George: High-performance reconfigurable computing, the focus of CHREC, holds tremendous promise in addressing the needs of a broad range of applications, in areas such as signal and image processing, cryptology, communications processing, data and text mining, optimization, bioinformatics, and complex system simulations. Reconfigurable systems span a variety of platform types, from leading-edge machines on earth to mission-critical machines in space. Advantages from a reconfigurable approach can be realized in terms of performance, power, size, cooling, cost, versatility, scalability, and dependability to name a few important facets where conventional computing infrastructure alone is proving unable to meet the needs of an increasing number of critical applications. Preliminary thrust areas for CHREC include device and core building blocks, reconfigurable systems and services, design automation and programming methods and tools, and reconfigurable and parallel algorithms and applications. Research projects in these areas are formulated on an annual basis in concert with Center partners, emphasizing a keen interest in exploring and evaluating new methods as well as key tradeoff analyses.

HPCwire: What are the main goals of CHREC?

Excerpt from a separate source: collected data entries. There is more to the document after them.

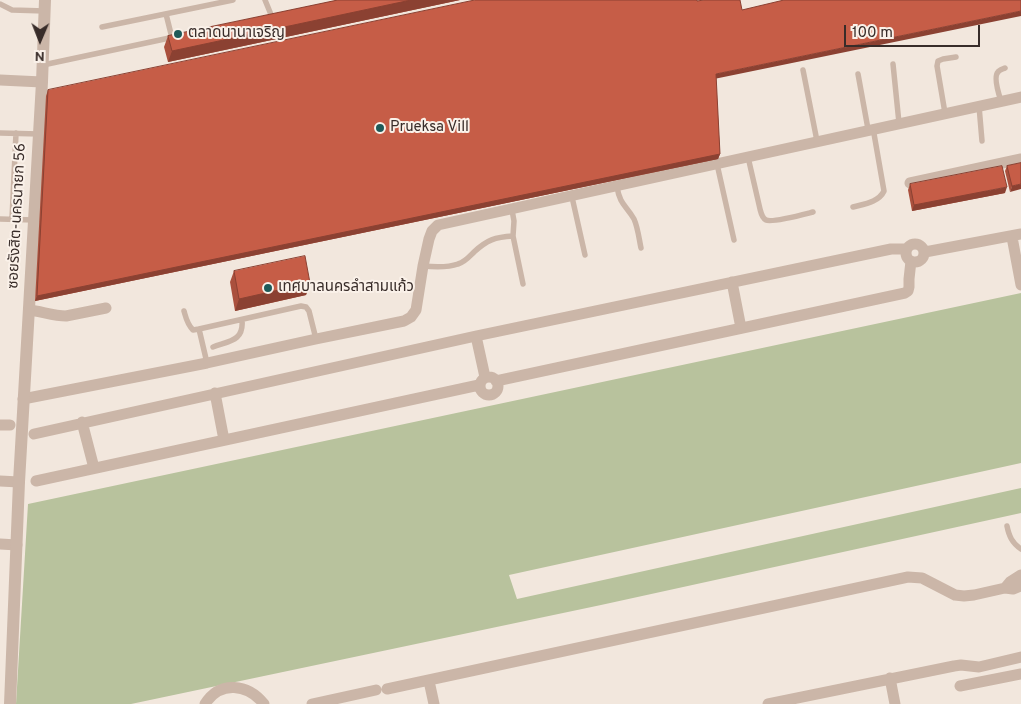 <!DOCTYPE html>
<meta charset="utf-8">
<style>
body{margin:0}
#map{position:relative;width:1021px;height:704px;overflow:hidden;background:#f2e7dd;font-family:Overpass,sans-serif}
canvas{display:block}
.north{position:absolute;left:15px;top:15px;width:50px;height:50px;-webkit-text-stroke:4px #faf1e9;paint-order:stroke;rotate:181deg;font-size:14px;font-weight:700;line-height:20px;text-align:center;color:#382c29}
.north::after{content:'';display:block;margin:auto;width:18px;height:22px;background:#382c29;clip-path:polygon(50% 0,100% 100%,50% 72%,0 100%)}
.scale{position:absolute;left:844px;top:25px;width:136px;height:22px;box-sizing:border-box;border:2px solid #382c29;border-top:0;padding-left:6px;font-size:15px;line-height:18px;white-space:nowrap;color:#382c29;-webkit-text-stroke:4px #faf1e9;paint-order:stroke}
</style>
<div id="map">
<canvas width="1021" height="704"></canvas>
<div class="north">N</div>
<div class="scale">100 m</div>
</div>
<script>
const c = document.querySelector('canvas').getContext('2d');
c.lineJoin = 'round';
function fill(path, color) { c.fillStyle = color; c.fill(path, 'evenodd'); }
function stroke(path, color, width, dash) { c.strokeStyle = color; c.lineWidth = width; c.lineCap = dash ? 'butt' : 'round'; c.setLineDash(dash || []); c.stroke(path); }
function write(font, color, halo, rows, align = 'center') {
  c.font = font + ' Overpass,"Noto Sans Thai",sans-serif'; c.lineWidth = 4; c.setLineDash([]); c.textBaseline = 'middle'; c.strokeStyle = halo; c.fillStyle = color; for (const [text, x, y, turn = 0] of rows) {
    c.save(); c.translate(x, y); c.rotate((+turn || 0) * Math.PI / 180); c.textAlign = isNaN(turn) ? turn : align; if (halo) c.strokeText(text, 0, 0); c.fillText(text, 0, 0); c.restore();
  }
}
const green = new Path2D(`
 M1021 293V463L509 575 517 599 1021 488V513L601 605 131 704H16L28 504Z`);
const service = new Path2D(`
 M265 0 272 17
 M0 4 12 10 45 11
 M166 14 172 38
 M102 27 233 0
 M893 64 899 123
 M43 65 174 37
 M803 70 817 141
 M858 74 868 129
 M1001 101C999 95 993 77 998 72 999 70 1003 69 1005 68
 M979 106 982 141
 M945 113 937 66 938 61 943 59 956 57
 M0 133 39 134
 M748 157 760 209C761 213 762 218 766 220 772 223 805 214 813 212
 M717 164 734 240
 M617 187C620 205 626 205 634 219 638 228 639 239 641 248
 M572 197 585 255
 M853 207C864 204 879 202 884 191L873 128
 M0 219 34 220
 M12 219 16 133
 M513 236 523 284
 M423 266C434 267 447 268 458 264 465 262 469 257 474 252 487 240 495 237 513 236L514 221 512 210
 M184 311C186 318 187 324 193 330L199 329 207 363
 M199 329 301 306 306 307 309 311 316 339
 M213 347C229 341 244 341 242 320
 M1007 526C1009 536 1012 543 1021 549`);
const minor = new Path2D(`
 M0 80 42 82
 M910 183 1021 159
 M1012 237 1021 285
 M906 253a9 9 0 1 1 18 0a9 9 0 1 1-18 0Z
 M925 252 1021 234
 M732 282 741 328
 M29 310C41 311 53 316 66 316L106 308
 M476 336 485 377
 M480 386a9 9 0 1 1 18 0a9 9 0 1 1-18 0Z
 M496 381 905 293 908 291 909 287V279L911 261
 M215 393 224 440
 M23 399 207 363 316 339 404 321 411 317 416 310 423 266 429 239 432 231 438 225C633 184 826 138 1021 97
 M82 422 94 468
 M0 425H10
 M34 434 476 336 891 249H907
 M0 481 19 482
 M36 481 479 385
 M0 544 17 545
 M1005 588 1010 582 1021 575
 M890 678 895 704
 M429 681 434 704
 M960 686 1021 674
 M387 689 908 577 922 578 955 595 964 596 974 595 1005 588 1013 589 1021 586
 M205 704C220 680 248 684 264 704
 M312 704 376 690
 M768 704 954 666 961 665 979 667 1021 657`);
const tertiary = new Path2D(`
 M10 704 19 482 42 82 45 0`);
const wall = new Path2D(`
 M338 0H460L168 62 164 47 168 36Z
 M716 79 720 154 718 159 35 301 46 96 48 90Z
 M1021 163 1010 192 1005 171 1007 166Z
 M910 184 1005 193 912 211 908 190Z
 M234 271 310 283 306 295 235 311 230 282Z`);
const shadedWall = new Path2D(`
 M411 0H460L168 62 172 51Z
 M1021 11V16L714 79 716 74Z
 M720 154 718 159 35 301 37 296Z
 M1021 184V189L1010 192 1012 186Z
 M1007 187 1005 193 912 211 914 205Z
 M310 283 306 295 235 311 239 299Z`);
const building = new Path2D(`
 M338 0H411L172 51 168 36Z
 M475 0H697V1L704 0H740L742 10 784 0H1021V11L716 74 720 154 37 296 48 90Z
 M1021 163V184L1012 186 1007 166Z
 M1002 166 1007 187 914 205 910 184Z
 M305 256 310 283 239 299 234 271Z`);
const markers = [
 [178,34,5,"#1e5a59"],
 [380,128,5,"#1e5a59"],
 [268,288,5,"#1e5a59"]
];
const poiNames = [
 ["ตลาดนานาเจริญ",188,34],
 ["Prueksa Vill",390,128],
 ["เทศบาลนครลำสามแก้ว",278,288]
];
const streetNames = [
 ["ซอยรังสิต-นครนายก 56",18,216,-87]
];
fill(green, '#b8c29d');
stroke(service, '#cbb6a8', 5.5);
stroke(minor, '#cbb6a8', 11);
stroke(tertiary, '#cbb6a8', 12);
fill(wall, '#aa503d');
fill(shadedWall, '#8b4132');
fill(building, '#c65d47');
stroke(building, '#8b4132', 1);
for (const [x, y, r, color] of markers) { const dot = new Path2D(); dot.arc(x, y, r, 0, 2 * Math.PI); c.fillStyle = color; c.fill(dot); stroke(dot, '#faf1e9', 2); }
write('15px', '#382c29', '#faf1e9', poiNames, 'left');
write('15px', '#382c29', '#faf1e9', streetNames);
</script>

George: A broad range of goals have been defined with NSF for CHREC, including: (1) Establish the nation's first multidisciplinary research center in reconfigurable high-performance computing as a basis for long-term partnership and collaboration amongst industry, academe, and government; (2) Directly support the research needs of industry and government partners in a cost-effective manner with pooled, leveraged resources and maximized synergy; (3) Enhance the educational experience for a diverse set of high-quality graduate and undergraduate students; and (4) Advance the knowledge and technologies in this emerging field and ensure relevance of the research with rapid and effective technology transfer.

HPCwire: Why is the field of reconfigurable computing so important to HPC?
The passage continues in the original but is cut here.